[WHAT THE TASK REQUIRES]
Check every line below for the word "casing" and copy the ones that have it.

(Collected data entries)
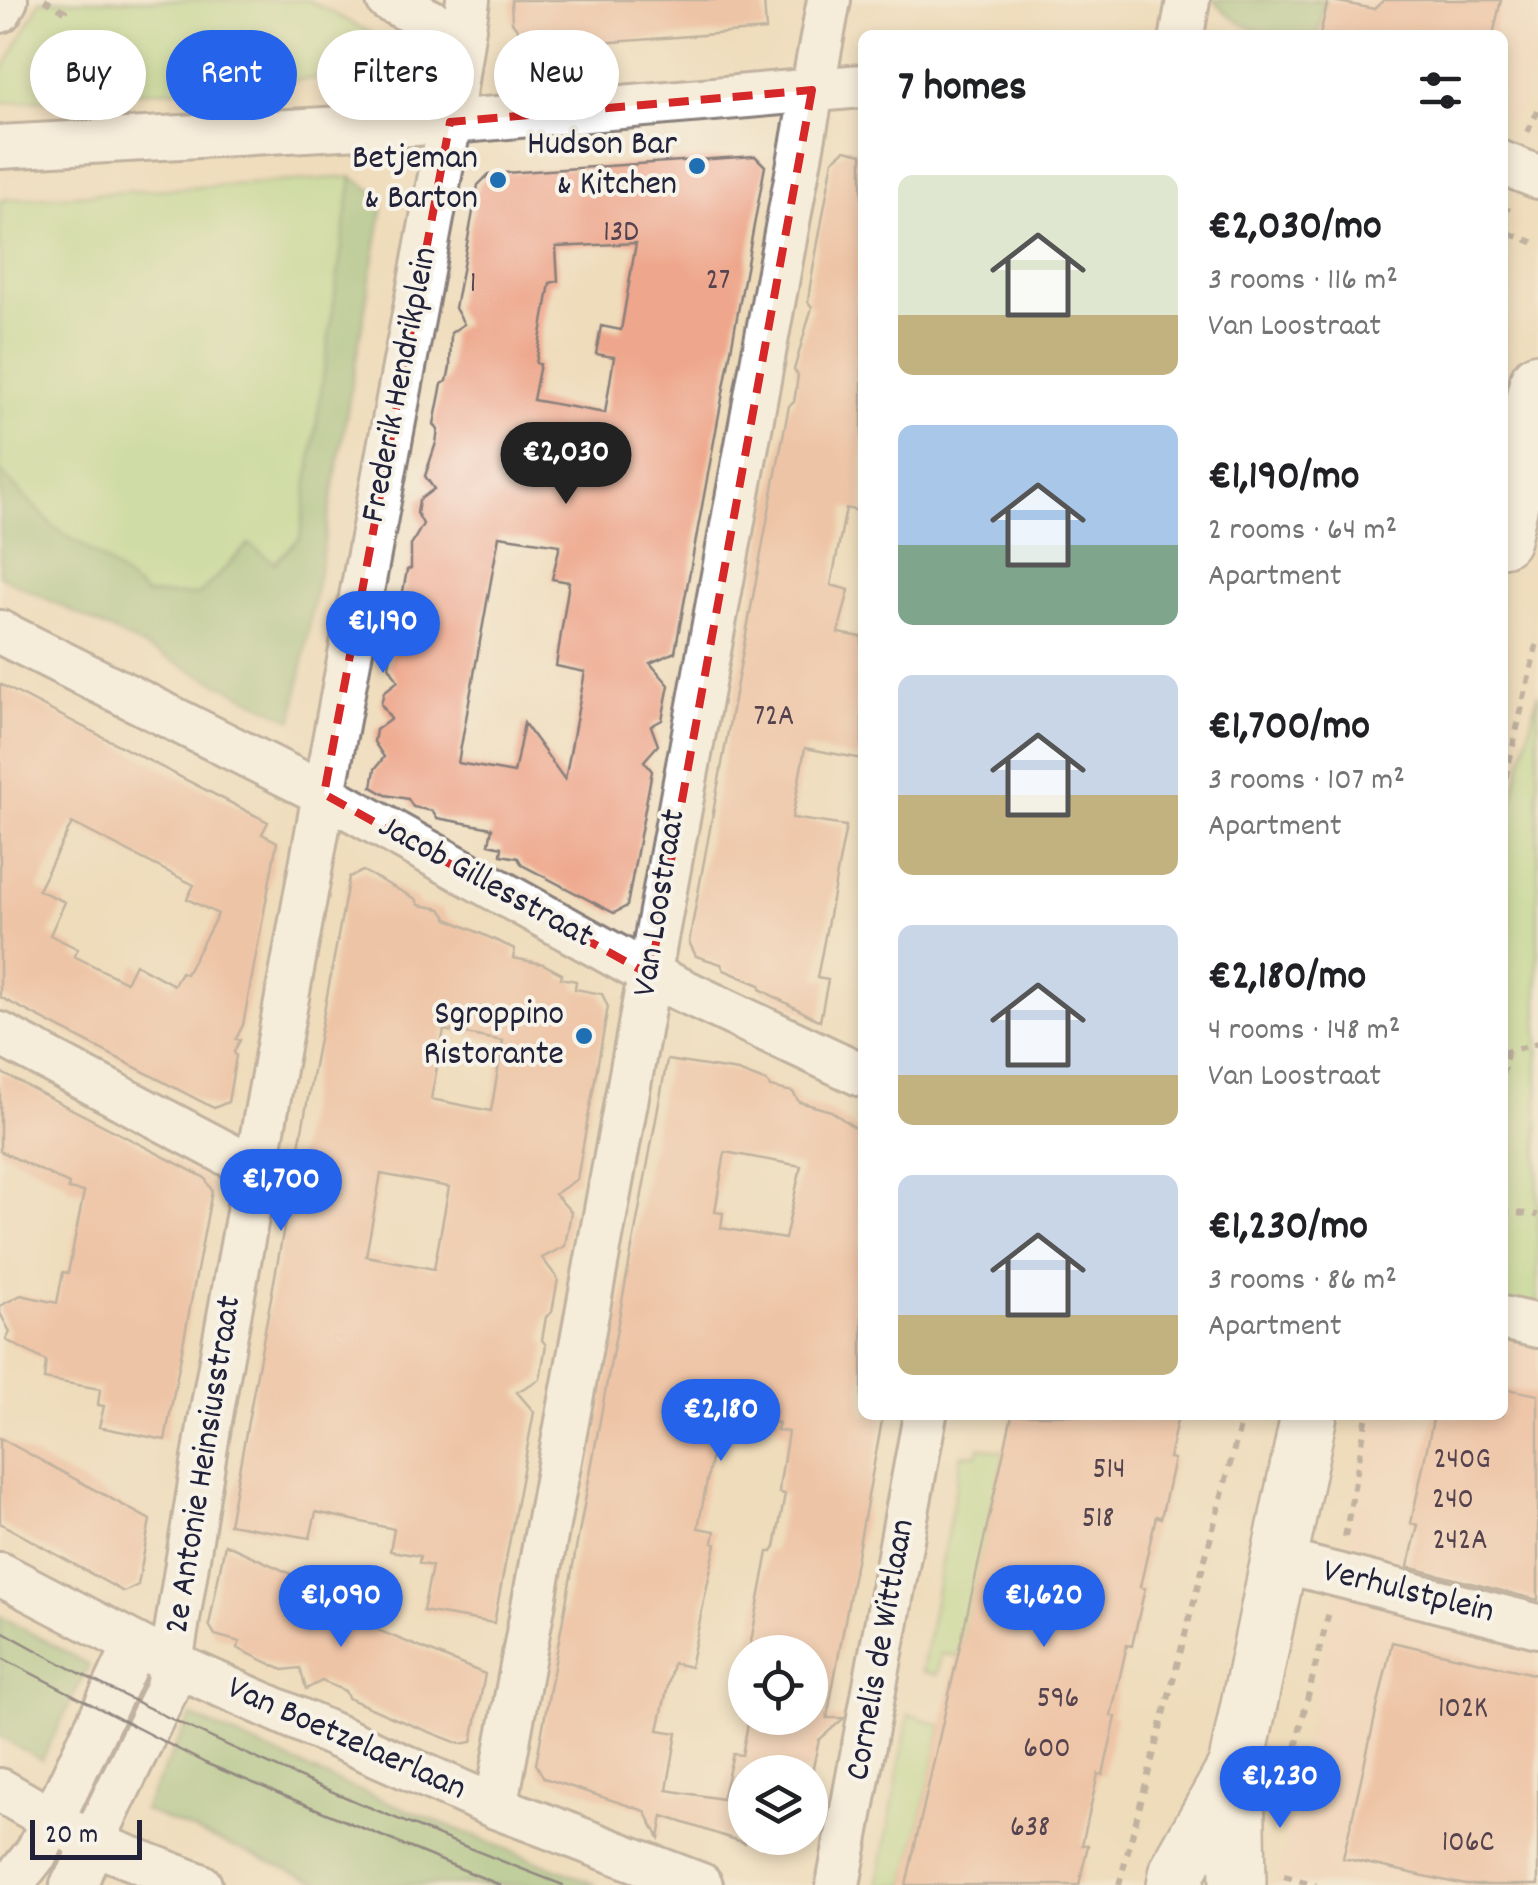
<!DOCTYPE html>
<meta charset="utf-8">
<style>
:root{--surface:#fff;--page:#f2f2f2;--text:#202124;--muted:#757577;--accent:#2563eb}
body{margin:0;font-family:Dekko,sans-serif;background:var(--page);color:var(--text);height:100vh;display:flex;flex-direction:column;font-size:38px;white-space:nowrap}
*{box-sizing:border-box;margin:0}
p{font-size:32px;color:var(--muted)}
.icon{flex:none;width:55px;height:55px;fill:none;stroke:currentColor;stroke-width:2;stroke-linecap:round;stroke-linejoin:round}
.map{position:relative;flex:1;overflow:hidden}
.details{position:absolute;left:858px;top:30px;width:650px;height:1390px;display:flex;flex-direction:column;background:var(--surface);border-radius:15px;box-shadow:0 5px 15px #0003}
.details>*{flex:none}
.banner{position:absolute;left:30px;top:30px;width:678px;height:90px;display:flex;gap:20px}
.tools{position:absolute;left:728px;top:1635px;display:grid;gap:20px}
.tools a{display:grid;place-items:center;width:100px;height:100px;border-radius:50%;background:var(--surface);box-shadow:0 5px 15px #0003;font-size:50px}
.scale{position:absolute;left:30px;bottom:25px;width:112px;box-sizing:border-box;padding-left:10px;border:5px solid #22223b;border-top:0;font-size:28px;line-height:35px;white-space:nowrap;color:#22223b;-webkit-text-stroke:8px #f7f3e8;paint-order:stroke}
.price{position:absolute;translate:-50% -85px;padding:0 22px;border-radius:35px;background:var(--accent);color:#fff;font-size:32px;line-height:65px;filter:drop-shadow(0 2px 5px #0008)}
.price::after{content:'';position:absolute;left:50%;top:60px;width:30px;height:22px;margin-left:-15px;background:inherit;clip-path:polygon(0 0,100% 0,50% 100%)}
.price.selected{background:#222;color:#fff}
ul{padding:0;list-style:none}
li{display:flex;align-items:center;gap:30px;height:250px;padding:0 40px}
li span{display:grid;place-items:center;flex:none;width:280px;height:200px;border-radius:15px;color:#555}
li>.icon{margin-inline-start:auto}
span .icon{width:120px;height:120px;fill:#fffc;stroke-width:1}
li b{font-size:42px}
h2{display:flex;justify-content:space-between;align-items:center;height:120px;padding:0 40px;font-size:42px}
.chip{padding:0 35px;border-radius:45px;background:var(--surface);box-shadow:0 5px 15px #0003;font-size:35px;line-height:90px}
.chip.selected{background:var(--accent);color:#fff}
.map>svg:first-child{display:block}
.built{fill:#f4d3c0}
.green{fill:#abdb89;stroke:#667e62;stroke-width:2.5}
.forest{fill:#88bb75;stroke:#556e58;stroke-width:2.5}
.building{fill:#eea78d;fill-rule:evenodd}
.lines{fill:none;stroke-linecap:round;stroke-linejoin:round}
.street-casing{stroke:#887f7b;stroke-width:48}
.secondary-casing{stroke:#887f7b;stroke-width:60}
.path{stroke:#887f7b;stroke-width:6;stroke-dasharray:8 8;stroke-linecap:butt}
.street{stroke:#fff;stroke-width:42}
.secondary{stroke:#fff;stroke-width:55}
.tram{stroke:#22223b;stroke-width:2.5}
.marked{fill:none;stroke:#d62828;stroke-width:8;stroke-dasharray:20 12;stroke-linejoin:round}
.poi-dot{fill:#1f6fb2;stroke:#f7f3e8;stroke-width:4}
.labels{text-anchor:middle;dominant-baseline:central;stroke-width:8;stroke-linejoin:round;paint-order:stroke}
.number-label{font-size:30px;fill:#554350}
.poi-label{font-size:35px;fill:#22223b;stroke:#f7f3e8;text-anchor:end}
.street-label{font-size:35px;fill:#22223b;stroke:#f7f3e8}
</style>
<div class="map">
<svg width="1538" height="1885" viewBox="0 0 1538 1885">
<rect width="100%" height="100%" fill="#f7f3e8"/>
<filter id="ink" filterUnits="userSpaceOnUse"><feTurbulence type="fractalNoise" baseFrequency=".01" numOctaves="2"/><feDisplacementMap in="SourceGraphic" scale="20" xChannelSelector="R" yChannelSelector="G"/><feConvolveMatrix kernelMatrix="1 2 1 2 8 2 1 2 1" color-interpolation-filters="sRGB"/></filter>
<filter id="wash" filterUnits="userSpaceOnUse"><feTurbulence type="fractalNoise" baseFrequency=".0048" numOctaves="4" result="noise"/><feDisplacementMap in="SourceGraphic" scale="40" xChannelSelector="R" yChannelSelector="G"/><feGaussianBlur stdDeviation="2.25" result="paint"/><feColorMatrix in="noise" values="0 0 0 0 0 0 0 0 0 0 0 0 0 0 0 0 0 1.4 0 .05"/><feComposite in="paint" operator="in"/></filter>
<g filter="url(#wash)">
<rect width="100%" height="100%" fill="#efdcbb"/>
<path class="built" d="M 1325,0 L 1538,0 L 1538,38 L 1521,111 L 1503,121 L 1502,35 L 1318,35 Z
M 1503,1338 L 1538,1348 L 1538,1885 L 1276,1885 L 1372,1415 L 1502,1415 Z"/>
<path class="green" d="M 41,0 L 308,0 L 408,53 L 410,71 L 0,103 L 0,76 Z
M 352,177 L 300,538 L 274,563 L 249,544 L 199,595 L 146,595 L 100,557 L 55,528 L 0,471 L 0,200 Z
M 1538,693 L 1538,1319 L 1503,1309 L 1502,843 Z
M 979,1447 L 1004,1452 L 958,1656 L 941,1654 L 937,1675 L 922,1671 L 962,1454 L 977,1455 Z
M 909,1714 L 942,1726 L 906,1885 L 878,1885 Z"/>
<path class="forest" d="M 1213,0 L 1325,0 L 1318,35 C 1275,35 1242,35 1213,0 Z
M 352,177 L 372,190 L 383,206 L 293,720 L 0,576 L 0,471 L 55,528 L 100,557 L 146,595 L 199,595 L 249,544 L 275,563 L 300,538 Z
M 0,1616 L 89,1665 L 42,1760 L 0,1737 Z
M 191,1716 L 335,1781 L 597,1885 L 326,1885 L 143,1810 Z"/>
<g id="blocks">
<path class="building" d="M 511,0 L 764,0 L 766,30 L 562,46 L 561,38 L 526,41 L 512,22 Z
M 1328,0 L 1374,9 L 1384,0 L 1501,0 L 1493,35 L 1320,35 Z
M 845,150 L 862,154 L 862,512 L 846,508 L 831,585 L 849,590 L 838,633 L 862,637 L 862,759 L 805,748 L 792,818 L 846,826 L 817,978 L 828,980 L 820,1021 L 760,989 L 760,985 L 724,970 L 721,964 L 696,956 L 689,942 L 775,478 L 789,406 L 794,402 L 796,390 L 798,375 L 794,370 L 812,307 L 808,302 L 810,286 L 833,160 Z
M 755,156 L 765,166 L 675,652 L 650,663 L 669,685 L 662,720 L 651,726 L 658,745 L 644,761 L 652,771 L 627,906 L 614,913 L 522,865 L 518,858 L 501,855 L 502,847 L 489,844 L 492,828 L 437,818 L 432,811 L 413,807 L 408,799 L 386,795 L 372,787 L 375,769 L 384,757 L 374,742 L 376,730 L 391,719 L 381,704 L 384,692 L 398,681 L 389,666 L 407,570 L 411,568 L 411,545 L 423,524 L 417,513 L 419,500 L 434,489 L 425,476 L 436,443 L 438,430 L 434,424 L 442,384 L 447,381 L 450,367 L 451,333 L 464,324 L 455,308 L 478,185 L 489,174 ZM 636,243 L 621,330 L 601,326 L 596,354 L 614,357 L 605,413 L 533,400 L 540,364 L 536,363 L 550,283 L 558,281 L 556,247 ZM 499,536 L 560,545 L 552,579 L 569,582 L 556,666 L 585,672 L 565,780 L 524,723 L 514,773 L 458,763 Z
M 0,684 L 268,822 L 262,834 L 277,842 L 243,1025 L 236,1039 L 240,1040 L 234,1052 L 236,1056 L 228,1102 L 214,1108 L 0,997 ZM 72,823 L 194,885 L 187,899 L 218,914 L 186,974 L 181,972 L 174,985 L 135,964 L 126,982 L 74,956 L 78,949 L 50,935 L 65,902 L 38,890 Z
M 363,871 L 416,899 L 419,905 L 441,909 L 448,919 L 515,949 L 513,958 L 543,964 L 562,974 L 561,978 L 576,981 L 575,989 L 602,994 L 608,1007 L 577,1179 L 555,1194 L 571,1212 L 565,1246 L 542,1258 L 558,1279 L 552,1312 L 546,1317 L 542,1340 L 546,1345 L 540,1379 L 517,1392 L 534,1412 L 494,1623 L 423,1611 L 432,1566 L 419,1563 L 420,1556 L 390,1551 L 394,1529 L 316,1512 L 310,1538 L 229,1524 L 349,877 ZM 444,1030 L 503,1041 L 491,1111 L 431,1099 ZM 381,1174 L 449,1187 L 434,1269 L 366,1256 Z
M 667,1060 L 738,1071 L 767,1082 L 770,1087 L 793,1092 L 799,1102 L 831,1111 L 862,1133 L 862,1415 L 883,1415 L 827,1718 L 844,1718 L 819,1740 L 812,1772 L 745,1772 L 745,1843 L 663,1816 L 659,1838 L 645,1811 L 544,1778 L 536,1764 ZM 725,1152 L 801,1166 L 785,1239 L 721,1228 L 723,1213 L 715,1212 ZM 720,1412 L 779,1423 L 777,1430 L 788,1432 L 780,1482 L 779,1493 L 785,1494 L 775,1547 L 772,1552 L 768,1552 L 749,1652 L 810,1652 L 810,1718 L 749,1718 L 742,1755 L 733,1754 L 722,1799 L 667,1790 L 677,1733 L 658,1730 L 673,1663 L 690,1667 L 716,1544 L 713,1543 L 715,1531 L 698,1528 Z
M 0,1072 L 205,1178 L 212,1191 L 165,1440 L 99,1427 L 104,1406 L 98,1405 L 100,1389 L 44,1379 L 46,1361 L 6,1340 L 10,1332 L 0,1313 L 0,1306 L 21,1295 L 57,1303 L 63,1272 L 68,1273 L 84,1192 L 68,1189 L 69,1184 L 0,1151 Z
M 1502,1388 L 1538,1395 L 1538,1600 L 1408,1567 L 1418,1525 L 1411,1523 L 1434,1415 L 1502,1415 Z
M 1012,1415 L 1178,1415 L 1169,1458 L 1174,1459 L 1161,1518 L 1156,1516 L 1140,1587 L 1145,1588 L 1132,1646 L 1127,1645 L 1111,1716 L 1116,1717 L 1103,1775 L 1098,1774 L 1082,1845 L 1088,1845 L 1079,1885 L 906,1885 Z
M 0,1438 L 150,1520 L 138,1585 L 124,1592 L 0,1523 Z
M 225,1544 L 302,1579 L 300,1584 L 327,1596 L 324,1608 L 485,1674 L 472,1742 L 460,1744 L 396,1719 L 348,1698 L 345,1691 L 322,1681 L 306,1689 L 300,1668 L 283,1670 L 237,1648 L 240,1642 L 215,1635 L 209,1625 Z
M 1392,1642 L 1538,1675 L 1538,1885 L 1465,1885 L 1343,1858 Z"/>
</g>
</g>
<g filter="url(#ink)">
<use href="#blocks" fill-opacity="0" stroke="#887f7b" stroke-width="2.5"/>
<g class="lines">
<g class="street-casing">
<path id="street" d="M 388,0 L 461,36
M 0,11 L 6,0
M 1182,35 L 1188,0
M 0,147 L 450,122 L 862,86
M 1502,163 L 1538,177
M 0,632 L 324,794 L 450,122 L 468,0
M 0,1034 L 256,1169
M 1502,1318 L 1538,1326
M 1278,1560 L 1538,1626
M 0,1574 L 173,1664 L 496,1807 L 701,1885
M 0,1790 L 92,1843 L 200,1885
M 496,1807 C 608,1204 714,601 829,0
M 11,1885 L 37,1852 L 135,1645
M 72,1885 L 79,1876 L 92,1843 L 167,1688 L 210,1421 L 324,794 L 650,975 L 862,1075
M 838,1885 L 925,1415"/>
</g>
<g class="secondary-casing">
<path id="secondary" d="M 1502,539 L 1538,381
M 1175,1885 L 1178,1870 L 1236,1767
M 1238,1885 L 1236,1767 L 1309,1415"/>
</g>
<path class="path" d="M 44,0 L 65,11 L 64,13
M 1527,132 L 1538,111
M 1511,234 L 1538,244
M 1502,272 L 1511,234 L 1505,218 L 1508,207
M 1502,793 L 1538,638
M 1502,1053 L 1538,1043
M 1502,1075 L 1507,1054
M 1502,1212 L 1538,1215
M 1345,1537 L 1367,1415
M 1285,1810 L 1300,1728 L 1329,1612
M 1284,1876 L 1316,1885
M 1119,1885 L 1243,1415"/>
<use href="#street" class="street"/>
<use href="#secondary" class="secondary"/>
<path class="tram" d="M 0,1630 C 181,1732 370,1810 563,1885
M 0,1657 L 205,1763 L 500,1885"/>
</g>
</g>
<path d="M0 0H1538V1885H0ZM 812,90 L 650,975 L 324,794 L 450,122 Z" fill="#efdcbb" fill-opacity=".55" fill-rule="evenodd"/>
<path class="marked" d="M 812,90 L 650,975 L 324,794 L 450,122 Z"/>
<g class="poi-dot">
<circle cx="697" cy="166" r="10"/>
<circle cx="498" cy="180" r="10"/>
<circle cx="584" cy="1036" r="10"/>
</g>
<g class="labels">
<g class="number-label">
<text x="621" y="234">13D</text>
<text x="718" y="282">27</text>
<text x="473" y="285">1</text>
<text x="774" y="718">72A</text>
<text x="1462" y="1461">240G</text>
<text x="1109" y="1471">514</text>
<text x="1453" y="1501">240</text>
<text x="1098" y="1520">518</text>
<text x="1460" y="1542">242A</text>
<text x="1058" y="1700">596</text>
<text x="1463" y="1710">102K</text>
<text x="1047" y="1750">600</text>
<text x="1030" y="1829">638</text>
<text x="1468" y="1844">106C</text>
</g>
<g class="poi-label">
<text x="677" y="146">Hudson Bar<tspan x="677" dy="40">&amp; Kitchen</tspan></text>
<text x="478" y="160">Betjeman<tspan x="478" dy="40">&amp; Barton</tspan></text>
<text x="564" y="1016">Sgroppino<tspan x="564" dy="40">Ristorante</tspan></text>
</g>
<g class="street-label">
<text transform="translate(401 385) rotate(-79)">Frederik Hendrikplein</text>
<text transform="translate(485 883) rotate(29)">Jacob Gillesstraat</text>
<text transform="translate(661 903) rotate(-81)">Van Loostraat</text>
<text transform="translate(205 1465) rotate(-81)">2e Antonie Heinsiusstraat</text>
<text transform="translate(1408 1593) rotate(14)">Verhulstplein</text>
<text transform="translate(882 1650) rotate(-80)">Cornelis de Wittlaan</text>
<text transform="translate(346 1740) rotate(24)">Van Boetzelaerlaan</text>
</g>
</g>
</svg>
<div class="tools">
<a><svg class="icon" aria-label="locate" viewBox="0 0 24 24"><circle cx="12" cy="12" r="6"/><path d="M12 2v4M12 18v4M2 12h4M18 12h4"/></svg></a>
<a><svg class="icon" aria-label="layers" viewBox="0 0 24 24"><path d="M12 4l9 5-9 5-9-5zM3 14l9 5 9-5"/></svg></a>
</div>
<div class="scale">20 m</div>
<b class="price selected" style="left:566px;top:507px">€2,030</b>
<b class="price" style="left:383px;top:676px">€1,190</b>
<b class="price" style="left:281px;top:1234px">€1,700</b>
<b class="price" style="left:721px;top:1464px">€2,180</b>
<b class="price" style="left:341px;top:1650px">€1,090</b>
<b class="price" style="left:1044px;top:1650px">€1,620</b>
<b class="price" style="left:1280px;top:1831px">€1,230</b>
<div class="banner">
<a class="chip">Buy</a>
<a class="chip selected">Rent</a>
<a class="chip">Filters</a>
<a class="chip">New</a>
</div>
<section class="details">
<h2>7 homes<svg class="icon" aria-label="filters" viewBox="0 0 24 24"><path d="M4 7h16M4 17h16"/><circle cx="9" cy="7" r="2"/><circle cx="15" cy="17" r="2"/></svg></h2>
<ul>
<li><span style="background:linear-gradient(#dfe7d0 70%,#c2b280 0)"><svg class="icon" aria-label="home" viewBox="0 0 24 24"><path d="M3 11l9-7 9 7M6 9v11h12V9"/></svg></span><div><b>€2,030/mo</b><p>3 rooms · 116 m²</p><p>Van Loostraat</p></div></li>
<li><span style="background:linear-gradient(#a9c7e8 60%,#7fa58c 0)"><svg class="icon" aria-label="home" viewBox="0 0 24 24"><path d="M3 11l9-7 9 7M6 9v11h12V9"/></svg></span><div><b>€1,190/mo</b><p>2 rooms · 64 m²</p><p>Apartment</p></div></li>
<li><span style="background:linear-gradient(#c9d6e8 60%,#c2b280 0)"><svg class="icon" aria-label="home" viewBox="0 0 24 24"><path d="M3 11l9-7 9 7M6 9v11h12V9"/></svg></span><div><b>€1,700/mo</b><p>3 rooms · 107 m²</p><p>Apartment</p></div></li>
<li><span style="background:linear-gradient(#c9d6e8 75%,#c2b280 0)"><svg class="icon" aria-label="home" viewBox="0 0 24 24"><path d="M3 11l9-7 9 7M6 9v11h12V9"/></svg></span><div><b>€2,180/mo</b><p>4 rooms · 148 m²</p><p>Van Loostraat</p></div></li>
<li><span style="background:linear-gradient(#c9d6e8 70%,#c2b280 0)"><svg class="icon" aria-label="home" viewBox="0 0 24 24"><path d="M3 11l9-7 9 7M6 9v11h12V9"/></svg></span><div><b>€1,230/mo</b><p>3 rooms · 86 m²</p><p>Apartment</p></div></li>
</ul>
</section>
</div>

[REPLY TO THE TASK]
.street-casing{stroke:#887f7b;stroke-width:48}
.secondary-casing{stroke:#887f7b;stroke-width:60}
<g class="street-casing">
<g class="secondary-casing">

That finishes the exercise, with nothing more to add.